* **What to work on**: If a line in the listing below contains the word "items", count it, then please give only the number of such lines.

* **Data supplied**:
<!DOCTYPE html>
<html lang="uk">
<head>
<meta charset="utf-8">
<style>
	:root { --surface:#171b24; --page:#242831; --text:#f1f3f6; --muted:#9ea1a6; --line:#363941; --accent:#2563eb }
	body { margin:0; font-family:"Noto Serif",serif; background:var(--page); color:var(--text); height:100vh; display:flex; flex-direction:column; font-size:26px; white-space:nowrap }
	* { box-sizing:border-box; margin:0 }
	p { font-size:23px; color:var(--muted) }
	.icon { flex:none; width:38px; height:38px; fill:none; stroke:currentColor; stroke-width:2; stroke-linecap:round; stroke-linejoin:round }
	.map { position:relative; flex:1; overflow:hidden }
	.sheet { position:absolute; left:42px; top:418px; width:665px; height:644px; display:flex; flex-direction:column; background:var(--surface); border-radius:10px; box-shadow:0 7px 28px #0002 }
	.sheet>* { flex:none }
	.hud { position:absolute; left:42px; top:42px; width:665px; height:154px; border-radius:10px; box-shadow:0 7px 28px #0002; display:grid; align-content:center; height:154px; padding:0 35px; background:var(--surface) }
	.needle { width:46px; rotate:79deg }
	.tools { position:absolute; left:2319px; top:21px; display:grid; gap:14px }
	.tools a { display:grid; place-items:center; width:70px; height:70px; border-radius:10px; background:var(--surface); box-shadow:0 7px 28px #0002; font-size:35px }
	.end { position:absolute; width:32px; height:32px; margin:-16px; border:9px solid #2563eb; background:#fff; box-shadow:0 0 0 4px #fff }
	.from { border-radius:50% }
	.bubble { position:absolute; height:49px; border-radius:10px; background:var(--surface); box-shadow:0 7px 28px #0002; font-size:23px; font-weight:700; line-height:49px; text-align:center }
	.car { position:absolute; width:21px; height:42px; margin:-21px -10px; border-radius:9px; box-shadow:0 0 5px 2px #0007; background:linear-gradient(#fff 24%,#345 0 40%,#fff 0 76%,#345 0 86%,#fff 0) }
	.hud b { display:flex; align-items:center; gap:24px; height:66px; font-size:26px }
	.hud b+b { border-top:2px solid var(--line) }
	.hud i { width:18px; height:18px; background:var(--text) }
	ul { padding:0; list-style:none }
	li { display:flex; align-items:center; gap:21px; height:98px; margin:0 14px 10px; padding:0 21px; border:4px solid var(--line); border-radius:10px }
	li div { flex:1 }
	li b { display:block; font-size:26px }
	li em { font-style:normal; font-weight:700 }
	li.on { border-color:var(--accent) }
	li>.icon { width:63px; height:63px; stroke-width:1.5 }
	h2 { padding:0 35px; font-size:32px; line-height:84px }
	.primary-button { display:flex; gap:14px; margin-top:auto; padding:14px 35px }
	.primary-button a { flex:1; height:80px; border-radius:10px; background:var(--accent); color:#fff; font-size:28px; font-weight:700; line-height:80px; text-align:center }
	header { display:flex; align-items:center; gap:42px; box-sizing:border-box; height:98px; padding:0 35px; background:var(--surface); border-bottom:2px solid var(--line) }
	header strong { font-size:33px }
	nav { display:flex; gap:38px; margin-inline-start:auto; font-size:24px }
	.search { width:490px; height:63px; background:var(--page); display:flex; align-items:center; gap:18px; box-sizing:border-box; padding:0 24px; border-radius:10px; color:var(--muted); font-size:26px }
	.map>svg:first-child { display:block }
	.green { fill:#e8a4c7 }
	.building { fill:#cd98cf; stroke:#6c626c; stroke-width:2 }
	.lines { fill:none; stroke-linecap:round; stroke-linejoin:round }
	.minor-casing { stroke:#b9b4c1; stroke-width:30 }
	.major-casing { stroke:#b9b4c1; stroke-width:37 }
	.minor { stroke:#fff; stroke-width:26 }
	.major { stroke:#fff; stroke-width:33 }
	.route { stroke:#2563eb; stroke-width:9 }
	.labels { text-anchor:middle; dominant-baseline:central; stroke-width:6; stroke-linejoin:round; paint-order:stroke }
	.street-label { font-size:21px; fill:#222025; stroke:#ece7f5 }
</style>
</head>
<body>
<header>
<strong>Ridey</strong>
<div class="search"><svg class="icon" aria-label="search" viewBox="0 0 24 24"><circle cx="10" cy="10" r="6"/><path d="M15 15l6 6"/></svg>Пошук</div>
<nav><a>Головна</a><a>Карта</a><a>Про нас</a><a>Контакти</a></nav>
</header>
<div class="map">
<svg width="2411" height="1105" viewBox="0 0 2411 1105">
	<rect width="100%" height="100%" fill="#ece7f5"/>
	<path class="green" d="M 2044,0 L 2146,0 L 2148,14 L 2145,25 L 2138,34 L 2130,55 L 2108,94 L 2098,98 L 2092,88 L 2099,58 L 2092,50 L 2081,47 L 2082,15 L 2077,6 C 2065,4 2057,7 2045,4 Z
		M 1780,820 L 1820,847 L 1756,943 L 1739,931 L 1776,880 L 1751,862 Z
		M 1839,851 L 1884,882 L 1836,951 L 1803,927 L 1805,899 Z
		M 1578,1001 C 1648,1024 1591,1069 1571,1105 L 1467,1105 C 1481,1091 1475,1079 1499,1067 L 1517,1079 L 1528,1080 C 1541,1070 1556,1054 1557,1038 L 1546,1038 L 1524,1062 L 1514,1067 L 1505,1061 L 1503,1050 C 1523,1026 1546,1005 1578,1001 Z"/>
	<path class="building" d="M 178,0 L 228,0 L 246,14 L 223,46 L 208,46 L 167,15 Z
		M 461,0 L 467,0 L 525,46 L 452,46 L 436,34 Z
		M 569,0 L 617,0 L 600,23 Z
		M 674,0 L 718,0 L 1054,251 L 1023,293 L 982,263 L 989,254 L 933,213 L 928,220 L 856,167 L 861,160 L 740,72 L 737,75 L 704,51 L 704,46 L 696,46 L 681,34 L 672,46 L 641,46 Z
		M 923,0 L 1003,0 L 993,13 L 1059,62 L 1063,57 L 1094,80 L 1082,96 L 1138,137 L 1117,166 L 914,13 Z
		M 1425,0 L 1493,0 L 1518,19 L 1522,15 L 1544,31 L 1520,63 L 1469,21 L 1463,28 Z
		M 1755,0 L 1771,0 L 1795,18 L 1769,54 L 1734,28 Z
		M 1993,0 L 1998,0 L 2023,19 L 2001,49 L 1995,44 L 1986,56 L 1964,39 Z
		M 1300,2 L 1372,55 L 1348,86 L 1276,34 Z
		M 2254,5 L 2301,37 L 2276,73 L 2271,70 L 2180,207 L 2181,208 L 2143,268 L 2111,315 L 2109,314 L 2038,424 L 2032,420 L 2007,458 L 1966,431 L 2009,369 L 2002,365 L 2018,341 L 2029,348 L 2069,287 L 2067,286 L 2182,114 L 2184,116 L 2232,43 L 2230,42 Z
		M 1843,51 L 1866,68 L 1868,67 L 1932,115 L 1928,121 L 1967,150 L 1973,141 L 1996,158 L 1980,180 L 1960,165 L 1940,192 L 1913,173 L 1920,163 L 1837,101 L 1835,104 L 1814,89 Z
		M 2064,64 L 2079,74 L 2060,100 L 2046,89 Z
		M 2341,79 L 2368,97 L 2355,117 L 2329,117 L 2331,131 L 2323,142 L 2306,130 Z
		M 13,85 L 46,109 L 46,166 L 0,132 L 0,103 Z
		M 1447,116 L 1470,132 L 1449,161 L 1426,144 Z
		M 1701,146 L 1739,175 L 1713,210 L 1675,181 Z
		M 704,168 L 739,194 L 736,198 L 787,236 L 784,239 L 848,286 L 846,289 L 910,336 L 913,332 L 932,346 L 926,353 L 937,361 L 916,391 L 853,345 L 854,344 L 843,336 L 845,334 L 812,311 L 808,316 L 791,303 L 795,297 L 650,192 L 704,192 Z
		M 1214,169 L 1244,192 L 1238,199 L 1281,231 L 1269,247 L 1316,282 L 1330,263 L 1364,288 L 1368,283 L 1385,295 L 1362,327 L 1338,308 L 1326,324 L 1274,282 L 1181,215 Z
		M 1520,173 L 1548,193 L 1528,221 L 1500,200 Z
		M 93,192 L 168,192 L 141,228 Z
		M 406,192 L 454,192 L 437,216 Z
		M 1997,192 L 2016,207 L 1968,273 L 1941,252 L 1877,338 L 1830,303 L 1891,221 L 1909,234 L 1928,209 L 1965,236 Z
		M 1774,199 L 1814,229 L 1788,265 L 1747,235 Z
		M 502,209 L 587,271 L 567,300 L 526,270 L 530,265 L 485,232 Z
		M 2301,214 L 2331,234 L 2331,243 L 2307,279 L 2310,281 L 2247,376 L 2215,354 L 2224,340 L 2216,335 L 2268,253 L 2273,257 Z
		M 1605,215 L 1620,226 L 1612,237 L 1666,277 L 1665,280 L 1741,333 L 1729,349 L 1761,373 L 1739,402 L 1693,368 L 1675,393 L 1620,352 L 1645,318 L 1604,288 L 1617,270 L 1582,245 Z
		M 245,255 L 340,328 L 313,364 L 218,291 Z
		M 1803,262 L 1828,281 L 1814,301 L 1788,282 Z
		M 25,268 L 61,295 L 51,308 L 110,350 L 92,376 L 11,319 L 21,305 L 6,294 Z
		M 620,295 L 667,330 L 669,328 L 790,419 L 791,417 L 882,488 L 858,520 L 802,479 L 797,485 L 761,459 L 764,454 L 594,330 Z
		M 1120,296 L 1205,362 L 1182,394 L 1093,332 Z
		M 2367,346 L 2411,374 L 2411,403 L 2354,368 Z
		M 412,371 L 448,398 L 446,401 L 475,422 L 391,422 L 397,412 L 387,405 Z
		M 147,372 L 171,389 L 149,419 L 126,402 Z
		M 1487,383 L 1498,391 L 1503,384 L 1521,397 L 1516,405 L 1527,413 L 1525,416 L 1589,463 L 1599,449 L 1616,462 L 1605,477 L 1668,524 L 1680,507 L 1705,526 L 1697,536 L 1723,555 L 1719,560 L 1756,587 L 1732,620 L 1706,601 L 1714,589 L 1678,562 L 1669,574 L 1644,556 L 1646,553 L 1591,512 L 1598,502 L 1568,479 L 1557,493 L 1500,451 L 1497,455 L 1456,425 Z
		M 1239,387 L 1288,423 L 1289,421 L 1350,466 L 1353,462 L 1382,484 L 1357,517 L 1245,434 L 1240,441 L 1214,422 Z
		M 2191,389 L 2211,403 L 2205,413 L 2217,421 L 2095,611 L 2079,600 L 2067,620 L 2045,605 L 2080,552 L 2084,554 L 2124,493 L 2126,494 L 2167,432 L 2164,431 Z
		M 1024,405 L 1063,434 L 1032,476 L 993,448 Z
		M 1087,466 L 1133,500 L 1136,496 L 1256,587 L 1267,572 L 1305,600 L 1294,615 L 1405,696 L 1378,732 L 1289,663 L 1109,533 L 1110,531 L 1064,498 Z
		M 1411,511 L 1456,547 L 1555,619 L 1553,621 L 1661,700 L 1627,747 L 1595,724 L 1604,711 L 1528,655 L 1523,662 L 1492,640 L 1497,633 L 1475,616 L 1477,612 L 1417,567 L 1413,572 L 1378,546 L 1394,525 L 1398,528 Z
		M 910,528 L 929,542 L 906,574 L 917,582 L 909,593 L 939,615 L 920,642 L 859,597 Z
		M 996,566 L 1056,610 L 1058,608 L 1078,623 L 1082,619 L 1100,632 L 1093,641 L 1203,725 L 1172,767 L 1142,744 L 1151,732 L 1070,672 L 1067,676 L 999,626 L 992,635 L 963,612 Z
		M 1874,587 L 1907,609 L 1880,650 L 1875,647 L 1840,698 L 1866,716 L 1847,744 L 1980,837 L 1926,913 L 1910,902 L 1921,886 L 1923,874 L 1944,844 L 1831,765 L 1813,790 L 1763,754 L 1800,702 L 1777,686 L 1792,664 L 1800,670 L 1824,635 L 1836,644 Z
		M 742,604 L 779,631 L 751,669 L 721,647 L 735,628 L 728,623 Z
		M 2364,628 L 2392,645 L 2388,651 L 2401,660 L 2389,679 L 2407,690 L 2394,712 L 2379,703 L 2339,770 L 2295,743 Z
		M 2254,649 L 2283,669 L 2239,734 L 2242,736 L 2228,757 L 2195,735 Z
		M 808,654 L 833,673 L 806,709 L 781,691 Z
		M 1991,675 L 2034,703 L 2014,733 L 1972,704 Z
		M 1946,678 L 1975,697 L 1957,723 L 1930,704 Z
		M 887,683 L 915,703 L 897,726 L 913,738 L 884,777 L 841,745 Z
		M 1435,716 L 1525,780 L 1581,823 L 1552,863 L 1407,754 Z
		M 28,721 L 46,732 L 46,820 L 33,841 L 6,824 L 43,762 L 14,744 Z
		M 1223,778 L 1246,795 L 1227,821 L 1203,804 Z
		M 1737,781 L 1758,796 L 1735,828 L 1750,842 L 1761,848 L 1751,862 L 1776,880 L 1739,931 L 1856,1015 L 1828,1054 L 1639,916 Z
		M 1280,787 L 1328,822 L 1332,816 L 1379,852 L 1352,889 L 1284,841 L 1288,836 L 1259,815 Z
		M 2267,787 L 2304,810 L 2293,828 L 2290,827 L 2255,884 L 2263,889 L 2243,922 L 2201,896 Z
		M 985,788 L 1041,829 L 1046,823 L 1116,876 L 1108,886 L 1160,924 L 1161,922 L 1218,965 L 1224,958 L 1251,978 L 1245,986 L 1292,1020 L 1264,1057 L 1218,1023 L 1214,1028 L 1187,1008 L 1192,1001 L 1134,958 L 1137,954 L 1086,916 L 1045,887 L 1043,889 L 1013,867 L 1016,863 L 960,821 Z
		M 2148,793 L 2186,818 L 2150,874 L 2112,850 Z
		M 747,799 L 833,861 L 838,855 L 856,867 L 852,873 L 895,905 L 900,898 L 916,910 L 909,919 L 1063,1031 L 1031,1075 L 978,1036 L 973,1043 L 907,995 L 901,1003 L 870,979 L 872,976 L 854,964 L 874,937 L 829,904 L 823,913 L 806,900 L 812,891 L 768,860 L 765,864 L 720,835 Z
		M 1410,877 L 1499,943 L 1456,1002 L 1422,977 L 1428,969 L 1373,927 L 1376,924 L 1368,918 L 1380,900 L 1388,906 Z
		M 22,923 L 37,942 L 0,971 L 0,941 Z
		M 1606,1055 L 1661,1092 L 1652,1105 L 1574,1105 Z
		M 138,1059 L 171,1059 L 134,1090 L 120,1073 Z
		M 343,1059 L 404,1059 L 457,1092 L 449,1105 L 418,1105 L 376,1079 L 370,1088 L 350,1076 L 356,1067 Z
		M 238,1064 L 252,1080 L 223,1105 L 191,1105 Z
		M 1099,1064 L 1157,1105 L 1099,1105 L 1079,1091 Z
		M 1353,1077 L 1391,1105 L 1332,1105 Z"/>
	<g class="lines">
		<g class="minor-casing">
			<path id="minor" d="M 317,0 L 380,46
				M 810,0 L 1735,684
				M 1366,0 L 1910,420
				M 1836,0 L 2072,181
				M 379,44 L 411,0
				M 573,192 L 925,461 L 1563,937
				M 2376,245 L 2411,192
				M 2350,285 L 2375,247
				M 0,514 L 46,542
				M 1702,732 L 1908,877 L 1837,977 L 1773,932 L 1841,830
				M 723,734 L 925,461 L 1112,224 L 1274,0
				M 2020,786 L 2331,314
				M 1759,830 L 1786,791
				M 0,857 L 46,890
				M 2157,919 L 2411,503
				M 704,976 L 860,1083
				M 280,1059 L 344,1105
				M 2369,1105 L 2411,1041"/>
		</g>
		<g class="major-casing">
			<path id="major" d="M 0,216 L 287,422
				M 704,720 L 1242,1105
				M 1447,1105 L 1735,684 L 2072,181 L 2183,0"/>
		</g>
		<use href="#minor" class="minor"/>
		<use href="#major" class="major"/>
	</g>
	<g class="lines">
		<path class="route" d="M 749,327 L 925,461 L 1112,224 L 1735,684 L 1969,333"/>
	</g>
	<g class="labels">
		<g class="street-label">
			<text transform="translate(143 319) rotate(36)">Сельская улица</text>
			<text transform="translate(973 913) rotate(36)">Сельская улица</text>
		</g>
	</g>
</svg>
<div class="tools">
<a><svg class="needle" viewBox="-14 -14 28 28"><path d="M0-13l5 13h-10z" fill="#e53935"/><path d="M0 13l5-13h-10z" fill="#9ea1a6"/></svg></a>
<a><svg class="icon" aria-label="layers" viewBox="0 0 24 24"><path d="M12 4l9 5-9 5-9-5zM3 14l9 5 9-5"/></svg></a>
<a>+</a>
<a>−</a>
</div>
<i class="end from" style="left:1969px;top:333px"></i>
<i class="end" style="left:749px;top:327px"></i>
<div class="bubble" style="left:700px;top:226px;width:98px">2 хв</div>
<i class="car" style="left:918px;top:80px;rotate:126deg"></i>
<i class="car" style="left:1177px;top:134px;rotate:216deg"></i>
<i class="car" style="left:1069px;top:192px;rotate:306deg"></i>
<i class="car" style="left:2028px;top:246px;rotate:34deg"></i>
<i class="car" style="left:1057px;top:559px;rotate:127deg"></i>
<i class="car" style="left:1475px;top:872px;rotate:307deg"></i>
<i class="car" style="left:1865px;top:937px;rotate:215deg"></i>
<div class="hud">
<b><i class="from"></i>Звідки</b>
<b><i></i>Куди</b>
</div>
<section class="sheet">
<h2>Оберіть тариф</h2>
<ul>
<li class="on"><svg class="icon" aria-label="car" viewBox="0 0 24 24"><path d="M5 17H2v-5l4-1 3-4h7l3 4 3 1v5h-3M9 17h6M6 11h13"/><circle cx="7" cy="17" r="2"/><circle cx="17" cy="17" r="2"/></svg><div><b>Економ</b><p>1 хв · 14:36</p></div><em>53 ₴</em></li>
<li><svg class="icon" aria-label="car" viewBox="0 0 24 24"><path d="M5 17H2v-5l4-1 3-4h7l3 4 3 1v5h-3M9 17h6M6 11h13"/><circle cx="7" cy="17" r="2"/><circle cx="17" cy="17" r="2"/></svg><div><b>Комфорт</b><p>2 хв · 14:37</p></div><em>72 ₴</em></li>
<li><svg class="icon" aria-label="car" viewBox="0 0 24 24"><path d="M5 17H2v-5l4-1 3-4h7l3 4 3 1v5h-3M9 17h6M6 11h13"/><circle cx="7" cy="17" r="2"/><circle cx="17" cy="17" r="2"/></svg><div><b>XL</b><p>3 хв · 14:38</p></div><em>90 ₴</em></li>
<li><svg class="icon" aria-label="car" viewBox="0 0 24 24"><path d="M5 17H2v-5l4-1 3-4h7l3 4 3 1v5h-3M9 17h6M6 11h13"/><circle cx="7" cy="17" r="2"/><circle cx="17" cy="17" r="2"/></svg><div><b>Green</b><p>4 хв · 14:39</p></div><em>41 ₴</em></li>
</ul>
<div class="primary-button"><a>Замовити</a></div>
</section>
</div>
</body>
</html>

* **Response to the exercise**: 5